> Problem to work on
How many lines in the records below contain the word "fabs"? Answer with the number only.

> Provided records
┄┄┄┄┄┄┄┄┄┄
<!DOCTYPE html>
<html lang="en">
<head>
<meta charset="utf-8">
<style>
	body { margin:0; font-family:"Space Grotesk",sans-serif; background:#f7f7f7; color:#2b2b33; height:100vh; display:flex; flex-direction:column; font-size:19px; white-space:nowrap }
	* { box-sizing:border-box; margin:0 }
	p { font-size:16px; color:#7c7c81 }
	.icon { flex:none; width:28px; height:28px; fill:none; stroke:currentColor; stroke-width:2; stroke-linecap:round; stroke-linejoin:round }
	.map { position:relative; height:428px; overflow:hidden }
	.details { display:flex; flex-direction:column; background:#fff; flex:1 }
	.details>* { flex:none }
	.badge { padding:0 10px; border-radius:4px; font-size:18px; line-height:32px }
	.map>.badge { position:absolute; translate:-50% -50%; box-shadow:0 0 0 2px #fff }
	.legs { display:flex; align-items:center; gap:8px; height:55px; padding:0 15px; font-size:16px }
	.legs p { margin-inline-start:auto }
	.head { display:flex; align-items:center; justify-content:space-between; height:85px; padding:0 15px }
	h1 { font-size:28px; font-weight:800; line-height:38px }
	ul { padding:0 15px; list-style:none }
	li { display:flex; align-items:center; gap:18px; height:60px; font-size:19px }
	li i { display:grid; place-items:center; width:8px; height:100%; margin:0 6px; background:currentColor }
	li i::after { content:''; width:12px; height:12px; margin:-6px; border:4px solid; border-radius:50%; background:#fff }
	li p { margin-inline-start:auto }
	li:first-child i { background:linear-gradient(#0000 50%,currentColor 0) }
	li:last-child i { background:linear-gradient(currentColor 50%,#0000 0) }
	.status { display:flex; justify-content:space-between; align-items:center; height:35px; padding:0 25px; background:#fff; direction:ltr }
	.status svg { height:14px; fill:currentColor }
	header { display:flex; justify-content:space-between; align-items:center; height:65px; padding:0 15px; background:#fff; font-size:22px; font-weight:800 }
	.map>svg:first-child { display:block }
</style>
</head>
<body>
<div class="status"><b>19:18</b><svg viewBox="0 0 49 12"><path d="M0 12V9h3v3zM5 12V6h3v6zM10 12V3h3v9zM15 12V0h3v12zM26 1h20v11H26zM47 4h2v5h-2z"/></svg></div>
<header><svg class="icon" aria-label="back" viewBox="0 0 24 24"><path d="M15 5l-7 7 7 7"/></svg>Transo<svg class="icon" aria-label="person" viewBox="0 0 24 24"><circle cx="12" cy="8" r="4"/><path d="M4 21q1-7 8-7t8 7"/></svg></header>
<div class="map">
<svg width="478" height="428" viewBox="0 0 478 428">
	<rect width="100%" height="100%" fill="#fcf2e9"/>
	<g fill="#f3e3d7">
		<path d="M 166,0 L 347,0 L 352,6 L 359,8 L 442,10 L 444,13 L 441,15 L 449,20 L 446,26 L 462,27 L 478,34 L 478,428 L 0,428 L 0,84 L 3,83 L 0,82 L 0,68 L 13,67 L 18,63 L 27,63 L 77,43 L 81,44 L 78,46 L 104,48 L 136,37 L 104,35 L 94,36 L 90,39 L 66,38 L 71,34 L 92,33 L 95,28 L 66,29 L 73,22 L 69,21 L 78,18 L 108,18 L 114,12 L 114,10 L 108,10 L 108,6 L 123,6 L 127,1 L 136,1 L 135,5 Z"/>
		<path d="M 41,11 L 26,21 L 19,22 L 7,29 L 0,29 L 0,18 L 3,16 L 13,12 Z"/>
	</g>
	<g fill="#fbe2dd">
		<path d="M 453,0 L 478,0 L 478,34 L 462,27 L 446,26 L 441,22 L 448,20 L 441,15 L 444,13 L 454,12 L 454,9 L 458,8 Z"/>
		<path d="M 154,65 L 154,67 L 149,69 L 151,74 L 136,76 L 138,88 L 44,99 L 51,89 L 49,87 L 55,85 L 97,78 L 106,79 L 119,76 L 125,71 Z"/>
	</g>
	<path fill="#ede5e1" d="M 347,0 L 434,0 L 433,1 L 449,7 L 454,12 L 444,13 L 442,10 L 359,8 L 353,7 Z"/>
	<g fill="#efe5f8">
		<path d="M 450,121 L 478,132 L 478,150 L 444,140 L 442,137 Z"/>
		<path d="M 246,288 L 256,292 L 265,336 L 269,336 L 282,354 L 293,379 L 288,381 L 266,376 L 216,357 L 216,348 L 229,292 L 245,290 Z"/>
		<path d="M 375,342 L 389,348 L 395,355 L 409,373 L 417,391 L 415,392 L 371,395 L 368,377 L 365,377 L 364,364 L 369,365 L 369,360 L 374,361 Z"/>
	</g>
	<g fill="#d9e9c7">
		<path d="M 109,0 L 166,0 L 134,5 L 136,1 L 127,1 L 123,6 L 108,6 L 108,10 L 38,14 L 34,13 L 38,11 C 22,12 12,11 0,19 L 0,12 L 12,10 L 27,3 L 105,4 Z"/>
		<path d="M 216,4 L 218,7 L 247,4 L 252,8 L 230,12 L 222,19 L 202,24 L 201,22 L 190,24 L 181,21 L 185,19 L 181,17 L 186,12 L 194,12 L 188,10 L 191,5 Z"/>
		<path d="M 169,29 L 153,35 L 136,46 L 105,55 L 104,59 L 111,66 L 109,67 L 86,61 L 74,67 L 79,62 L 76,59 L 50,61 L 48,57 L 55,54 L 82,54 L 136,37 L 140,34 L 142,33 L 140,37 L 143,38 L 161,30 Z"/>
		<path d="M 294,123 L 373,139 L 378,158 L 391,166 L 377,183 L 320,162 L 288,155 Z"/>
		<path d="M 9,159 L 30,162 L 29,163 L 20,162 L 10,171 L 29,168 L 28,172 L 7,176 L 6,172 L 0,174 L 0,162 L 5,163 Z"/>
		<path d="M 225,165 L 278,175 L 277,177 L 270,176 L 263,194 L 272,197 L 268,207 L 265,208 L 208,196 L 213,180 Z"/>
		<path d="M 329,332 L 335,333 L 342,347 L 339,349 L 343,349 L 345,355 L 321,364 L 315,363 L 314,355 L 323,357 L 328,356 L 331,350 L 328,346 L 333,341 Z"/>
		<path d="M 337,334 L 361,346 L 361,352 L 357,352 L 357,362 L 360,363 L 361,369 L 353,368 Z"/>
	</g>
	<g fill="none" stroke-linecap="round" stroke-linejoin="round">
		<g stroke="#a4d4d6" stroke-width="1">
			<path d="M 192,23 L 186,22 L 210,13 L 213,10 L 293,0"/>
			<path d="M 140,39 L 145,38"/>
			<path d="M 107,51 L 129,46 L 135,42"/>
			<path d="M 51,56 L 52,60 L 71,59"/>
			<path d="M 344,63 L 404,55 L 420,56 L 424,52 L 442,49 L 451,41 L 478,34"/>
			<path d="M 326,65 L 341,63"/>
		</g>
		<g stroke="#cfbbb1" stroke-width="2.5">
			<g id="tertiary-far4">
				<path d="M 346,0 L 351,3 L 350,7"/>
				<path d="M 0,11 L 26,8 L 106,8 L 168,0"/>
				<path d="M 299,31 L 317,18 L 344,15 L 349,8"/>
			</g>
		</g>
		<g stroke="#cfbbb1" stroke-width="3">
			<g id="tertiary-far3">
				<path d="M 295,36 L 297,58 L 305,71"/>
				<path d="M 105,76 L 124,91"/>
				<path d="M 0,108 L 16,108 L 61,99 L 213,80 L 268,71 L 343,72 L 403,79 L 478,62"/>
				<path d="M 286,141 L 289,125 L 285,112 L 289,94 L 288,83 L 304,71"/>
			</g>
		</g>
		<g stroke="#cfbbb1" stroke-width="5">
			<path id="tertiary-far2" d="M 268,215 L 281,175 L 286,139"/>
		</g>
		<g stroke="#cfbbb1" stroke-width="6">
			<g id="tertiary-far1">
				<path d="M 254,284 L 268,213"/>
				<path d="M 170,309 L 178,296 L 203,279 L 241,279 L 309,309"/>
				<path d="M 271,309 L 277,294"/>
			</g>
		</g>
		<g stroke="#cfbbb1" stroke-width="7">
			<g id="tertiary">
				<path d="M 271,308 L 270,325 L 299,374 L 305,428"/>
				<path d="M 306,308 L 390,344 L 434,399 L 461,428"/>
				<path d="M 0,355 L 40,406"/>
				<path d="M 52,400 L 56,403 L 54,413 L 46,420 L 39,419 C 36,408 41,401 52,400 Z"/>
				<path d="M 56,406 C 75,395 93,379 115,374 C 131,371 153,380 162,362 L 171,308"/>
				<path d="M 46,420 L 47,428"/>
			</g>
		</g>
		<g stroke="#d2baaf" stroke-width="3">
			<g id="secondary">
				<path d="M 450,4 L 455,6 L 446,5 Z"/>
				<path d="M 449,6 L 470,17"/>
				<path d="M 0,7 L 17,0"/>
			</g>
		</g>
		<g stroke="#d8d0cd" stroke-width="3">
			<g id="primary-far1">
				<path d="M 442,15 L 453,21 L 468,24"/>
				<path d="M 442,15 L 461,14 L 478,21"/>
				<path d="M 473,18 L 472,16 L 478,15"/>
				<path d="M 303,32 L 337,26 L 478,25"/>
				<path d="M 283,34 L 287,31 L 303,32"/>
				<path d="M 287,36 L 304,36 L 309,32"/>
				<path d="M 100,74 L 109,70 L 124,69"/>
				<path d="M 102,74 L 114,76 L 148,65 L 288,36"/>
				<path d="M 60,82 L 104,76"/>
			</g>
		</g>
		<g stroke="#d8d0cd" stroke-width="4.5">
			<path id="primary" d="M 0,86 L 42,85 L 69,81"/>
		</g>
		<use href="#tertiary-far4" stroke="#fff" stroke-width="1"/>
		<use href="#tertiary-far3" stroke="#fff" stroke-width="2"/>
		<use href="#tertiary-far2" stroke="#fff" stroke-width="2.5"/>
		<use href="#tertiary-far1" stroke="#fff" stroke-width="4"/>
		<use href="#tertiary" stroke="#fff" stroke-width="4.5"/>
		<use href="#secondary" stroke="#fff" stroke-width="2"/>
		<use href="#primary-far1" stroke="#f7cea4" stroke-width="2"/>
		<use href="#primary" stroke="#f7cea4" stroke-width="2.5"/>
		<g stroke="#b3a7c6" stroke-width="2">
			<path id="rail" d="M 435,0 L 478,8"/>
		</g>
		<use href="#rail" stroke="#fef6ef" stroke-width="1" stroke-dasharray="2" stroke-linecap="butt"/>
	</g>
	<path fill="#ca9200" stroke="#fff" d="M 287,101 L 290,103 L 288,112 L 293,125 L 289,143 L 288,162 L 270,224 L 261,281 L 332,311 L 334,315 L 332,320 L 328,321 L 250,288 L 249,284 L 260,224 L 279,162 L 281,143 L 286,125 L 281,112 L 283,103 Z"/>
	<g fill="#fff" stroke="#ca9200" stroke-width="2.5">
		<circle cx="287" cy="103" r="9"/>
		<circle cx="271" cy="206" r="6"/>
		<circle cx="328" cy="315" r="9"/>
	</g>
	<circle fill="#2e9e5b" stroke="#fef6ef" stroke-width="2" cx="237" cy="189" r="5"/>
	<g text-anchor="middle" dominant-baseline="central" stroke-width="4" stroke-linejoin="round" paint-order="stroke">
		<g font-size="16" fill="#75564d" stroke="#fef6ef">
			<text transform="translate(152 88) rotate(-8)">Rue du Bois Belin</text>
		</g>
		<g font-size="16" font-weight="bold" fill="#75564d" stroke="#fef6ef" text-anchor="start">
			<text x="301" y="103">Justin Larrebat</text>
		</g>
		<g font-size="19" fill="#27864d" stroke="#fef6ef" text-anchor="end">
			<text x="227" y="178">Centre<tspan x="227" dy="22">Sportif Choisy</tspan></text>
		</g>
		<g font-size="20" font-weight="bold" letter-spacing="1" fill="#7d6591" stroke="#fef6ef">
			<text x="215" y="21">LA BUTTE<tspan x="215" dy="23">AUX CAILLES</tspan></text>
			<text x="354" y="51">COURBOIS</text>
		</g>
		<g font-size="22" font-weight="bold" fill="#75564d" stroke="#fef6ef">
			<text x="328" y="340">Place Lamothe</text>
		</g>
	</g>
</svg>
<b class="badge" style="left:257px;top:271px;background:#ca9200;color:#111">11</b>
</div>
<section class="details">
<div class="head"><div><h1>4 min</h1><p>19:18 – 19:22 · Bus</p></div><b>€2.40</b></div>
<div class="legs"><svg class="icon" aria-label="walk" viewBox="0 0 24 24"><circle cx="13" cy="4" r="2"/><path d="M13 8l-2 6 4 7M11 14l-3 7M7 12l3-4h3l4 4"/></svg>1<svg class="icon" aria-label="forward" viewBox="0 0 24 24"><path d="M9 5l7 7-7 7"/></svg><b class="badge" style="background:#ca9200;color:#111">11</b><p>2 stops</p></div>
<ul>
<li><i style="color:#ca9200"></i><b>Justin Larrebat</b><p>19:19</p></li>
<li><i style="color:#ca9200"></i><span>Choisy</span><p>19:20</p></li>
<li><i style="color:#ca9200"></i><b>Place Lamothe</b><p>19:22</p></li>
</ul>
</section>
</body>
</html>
┄┄┄┄┄┄┄┄┄┄
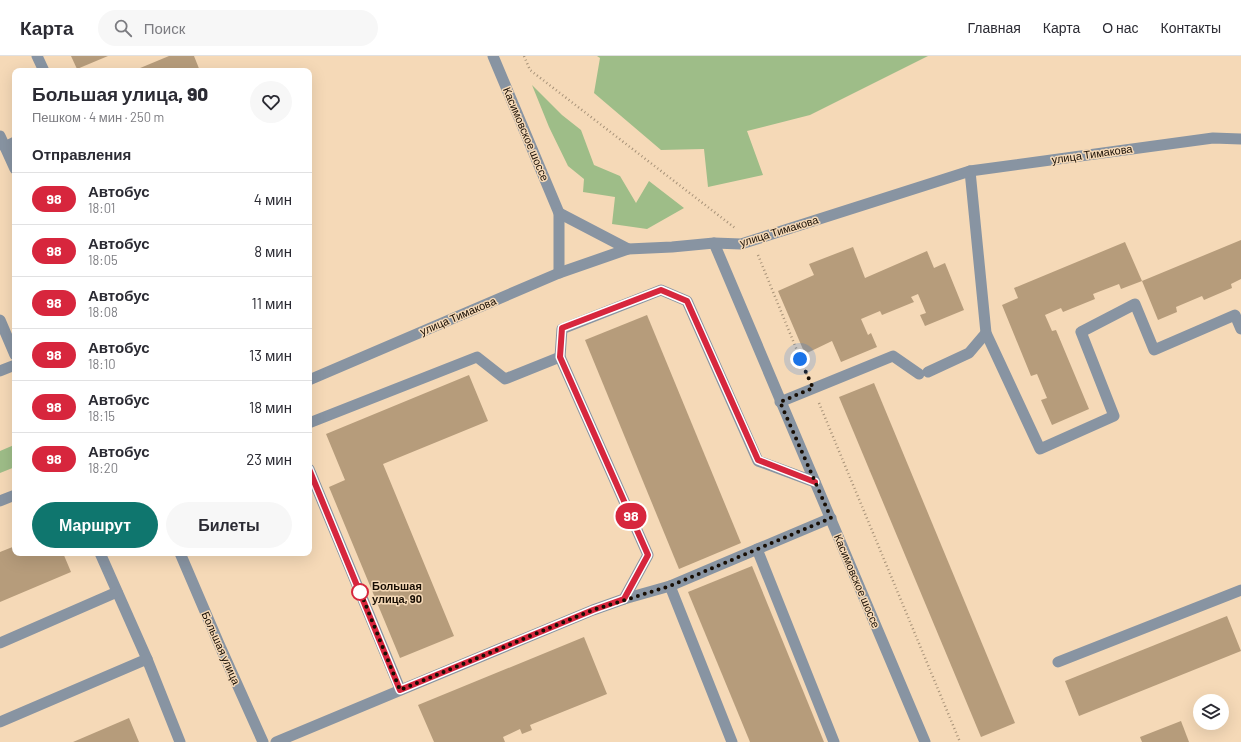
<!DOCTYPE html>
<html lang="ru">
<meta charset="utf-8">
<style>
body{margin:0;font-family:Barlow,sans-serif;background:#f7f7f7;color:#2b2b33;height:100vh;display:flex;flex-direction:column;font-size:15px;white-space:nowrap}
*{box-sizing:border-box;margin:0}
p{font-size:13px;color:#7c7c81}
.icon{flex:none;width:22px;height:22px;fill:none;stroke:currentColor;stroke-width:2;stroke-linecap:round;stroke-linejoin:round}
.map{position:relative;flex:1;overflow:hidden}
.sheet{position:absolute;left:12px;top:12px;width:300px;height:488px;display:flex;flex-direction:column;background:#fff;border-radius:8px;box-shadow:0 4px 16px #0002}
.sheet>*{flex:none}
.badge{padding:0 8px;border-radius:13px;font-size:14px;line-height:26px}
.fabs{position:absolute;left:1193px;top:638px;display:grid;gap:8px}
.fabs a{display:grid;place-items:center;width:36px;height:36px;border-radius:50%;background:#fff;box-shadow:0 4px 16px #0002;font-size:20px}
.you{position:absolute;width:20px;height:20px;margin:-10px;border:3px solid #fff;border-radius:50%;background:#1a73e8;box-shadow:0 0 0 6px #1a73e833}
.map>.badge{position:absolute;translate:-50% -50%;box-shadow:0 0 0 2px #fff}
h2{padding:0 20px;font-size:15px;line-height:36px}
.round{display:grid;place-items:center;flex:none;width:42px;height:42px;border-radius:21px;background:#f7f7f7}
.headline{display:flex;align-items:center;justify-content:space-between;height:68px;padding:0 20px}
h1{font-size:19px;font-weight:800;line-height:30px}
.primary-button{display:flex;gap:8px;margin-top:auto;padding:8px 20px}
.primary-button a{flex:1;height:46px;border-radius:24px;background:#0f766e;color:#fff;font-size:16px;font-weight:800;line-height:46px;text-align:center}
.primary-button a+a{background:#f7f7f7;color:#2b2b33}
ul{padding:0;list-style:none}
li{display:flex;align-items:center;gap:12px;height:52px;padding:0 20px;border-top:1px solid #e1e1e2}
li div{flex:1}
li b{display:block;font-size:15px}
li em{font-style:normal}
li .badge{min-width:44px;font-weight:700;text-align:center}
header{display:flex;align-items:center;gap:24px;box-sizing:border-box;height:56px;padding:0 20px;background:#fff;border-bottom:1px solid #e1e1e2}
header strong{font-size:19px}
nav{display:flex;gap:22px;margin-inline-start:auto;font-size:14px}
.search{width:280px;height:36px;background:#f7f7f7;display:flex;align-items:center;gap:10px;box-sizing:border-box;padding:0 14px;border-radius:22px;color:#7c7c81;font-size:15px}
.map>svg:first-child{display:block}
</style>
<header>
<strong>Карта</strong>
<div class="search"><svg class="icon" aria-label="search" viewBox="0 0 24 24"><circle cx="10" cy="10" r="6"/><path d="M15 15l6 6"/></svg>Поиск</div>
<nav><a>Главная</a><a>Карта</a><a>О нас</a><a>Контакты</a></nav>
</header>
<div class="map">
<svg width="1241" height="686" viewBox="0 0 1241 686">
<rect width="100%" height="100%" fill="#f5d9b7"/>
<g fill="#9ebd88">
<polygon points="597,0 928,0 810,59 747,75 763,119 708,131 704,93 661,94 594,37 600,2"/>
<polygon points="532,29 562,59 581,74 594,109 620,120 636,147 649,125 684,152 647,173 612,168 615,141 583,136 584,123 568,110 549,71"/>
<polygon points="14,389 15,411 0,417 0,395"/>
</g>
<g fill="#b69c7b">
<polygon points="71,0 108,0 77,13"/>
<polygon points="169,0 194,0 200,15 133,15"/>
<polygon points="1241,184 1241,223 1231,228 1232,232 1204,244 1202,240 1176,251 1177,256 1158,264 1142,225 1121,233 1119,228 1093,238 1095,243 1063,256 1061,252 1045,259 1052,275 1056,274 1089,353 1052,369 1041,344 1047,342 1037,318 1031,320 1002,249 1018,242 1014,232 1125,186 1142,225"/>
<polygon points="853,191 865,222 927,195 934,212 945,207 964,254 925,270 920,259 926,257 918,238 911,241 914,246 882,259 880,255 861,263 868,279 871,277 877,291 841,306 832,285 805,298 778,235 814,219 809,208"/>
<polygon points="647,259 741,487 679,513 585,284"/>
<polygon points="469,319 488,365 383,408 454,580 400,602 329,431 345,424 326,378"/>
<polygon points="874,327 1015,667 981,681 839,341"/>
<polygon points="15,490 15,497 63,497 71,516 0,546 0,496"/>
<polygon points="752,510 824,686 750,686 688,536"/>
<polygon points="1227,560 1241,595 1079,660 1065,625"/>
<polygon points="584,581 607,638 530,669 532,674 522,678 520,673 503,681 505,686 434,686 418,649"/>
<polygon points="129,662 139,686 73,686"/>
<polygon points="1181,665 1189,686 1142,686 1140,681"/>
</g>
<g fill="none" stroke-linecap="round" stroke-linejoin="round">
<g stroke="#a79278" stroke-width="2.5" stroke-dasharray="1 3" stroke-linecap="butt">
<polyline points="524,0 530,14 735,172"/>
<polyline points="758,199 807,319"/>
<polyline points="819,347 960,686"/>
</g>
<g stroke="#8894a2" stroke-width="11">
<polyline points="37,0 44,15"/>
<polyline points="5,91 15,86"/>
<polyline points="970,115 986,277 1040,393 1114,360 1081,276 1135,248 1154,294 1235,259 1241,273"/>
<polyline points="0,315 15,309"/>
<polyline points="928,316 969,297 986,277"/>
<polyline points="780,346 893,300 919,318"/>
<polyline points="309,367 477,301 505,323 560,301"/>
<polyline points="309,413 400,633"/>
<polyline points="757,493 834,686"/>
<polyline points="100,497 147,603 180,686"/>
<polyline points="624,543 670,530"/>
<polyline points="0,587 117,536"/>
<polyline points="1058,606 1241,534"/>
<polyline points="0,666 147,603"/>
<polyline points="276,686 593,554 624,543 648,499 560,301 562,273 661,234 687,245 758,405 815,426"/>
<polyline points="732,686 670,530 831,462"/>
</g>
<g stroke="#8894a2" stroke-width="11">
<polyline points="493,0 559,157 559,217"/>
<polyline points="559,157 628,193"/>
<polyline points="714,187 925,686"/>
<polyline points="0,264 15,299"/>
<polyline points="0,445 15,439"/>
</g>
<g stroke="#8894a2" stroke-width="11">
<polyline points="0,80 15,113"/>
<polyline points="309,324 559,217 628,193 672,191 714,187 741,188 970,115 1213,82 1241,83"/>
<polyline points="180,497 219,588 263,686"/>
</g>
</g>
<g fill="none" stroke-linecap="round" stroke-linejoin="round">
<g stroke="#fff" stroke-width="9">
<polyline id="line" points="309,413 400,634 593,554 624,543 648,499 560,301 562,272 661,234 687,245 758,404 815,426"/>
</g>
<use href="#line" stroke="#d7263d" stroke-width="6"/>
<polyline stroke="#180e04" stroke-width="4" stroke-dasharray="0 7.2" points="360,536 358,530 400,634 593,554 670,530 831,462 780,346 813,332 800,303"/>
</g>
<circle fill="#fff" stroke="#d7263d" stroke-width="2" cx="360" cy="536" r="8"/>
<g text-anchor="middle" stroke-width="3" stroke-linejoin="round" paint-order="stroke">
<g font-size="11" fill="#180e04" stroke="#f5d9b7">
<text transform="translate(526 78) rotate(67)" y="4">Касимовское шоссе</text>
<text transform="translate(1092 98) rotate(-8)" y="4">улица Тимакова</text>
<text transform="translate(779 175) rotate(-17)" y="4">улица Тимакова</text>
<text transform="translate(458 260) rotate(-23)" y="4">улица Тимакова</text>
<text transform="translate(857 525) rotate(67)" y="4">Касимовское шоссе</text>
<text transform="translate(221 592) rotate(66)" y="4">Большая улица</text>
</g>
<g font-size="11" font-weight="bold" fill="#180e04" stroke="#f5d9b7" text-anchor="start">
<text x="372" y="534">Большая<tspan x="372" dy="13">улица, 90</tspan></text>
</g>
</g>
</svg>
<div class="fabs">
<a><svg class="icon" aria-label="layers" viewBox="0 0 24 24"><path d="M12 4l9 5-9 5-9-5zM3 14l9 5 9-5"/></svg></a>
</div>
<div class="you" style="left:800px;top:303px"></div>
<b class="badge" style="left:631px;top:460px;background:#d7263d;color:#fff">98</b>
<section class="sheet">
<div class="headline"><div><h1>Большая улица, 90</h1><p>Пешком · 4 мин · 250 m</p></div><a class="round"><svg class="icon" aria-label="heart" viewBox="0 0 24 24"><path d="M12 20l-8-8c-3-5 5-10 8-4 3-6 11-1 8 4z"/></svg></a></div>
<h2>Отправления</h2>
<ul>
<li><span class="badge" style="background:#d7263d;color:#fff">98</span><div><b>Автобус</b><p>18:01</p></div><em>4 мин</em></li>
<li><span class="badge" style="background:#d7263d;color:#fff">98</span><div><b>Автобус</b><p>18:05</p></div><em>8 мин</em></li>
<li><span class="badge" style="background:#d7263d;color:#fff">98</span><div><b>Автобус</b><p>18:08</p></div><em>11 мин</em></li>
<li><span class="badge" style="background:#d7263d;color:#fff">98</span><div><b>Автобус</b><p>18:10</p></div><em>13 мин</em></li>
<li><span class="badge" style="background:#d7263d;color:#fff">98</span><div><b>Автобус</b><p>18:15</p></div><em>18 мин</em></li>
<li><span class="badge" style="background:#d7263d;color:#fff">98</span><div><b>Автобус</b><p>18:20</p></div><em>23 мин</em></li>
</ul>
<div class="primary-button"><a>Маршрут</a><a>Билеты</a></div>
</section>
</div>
┄┄┄┄┄┄┄┄┄┄
> Response to the exercise
3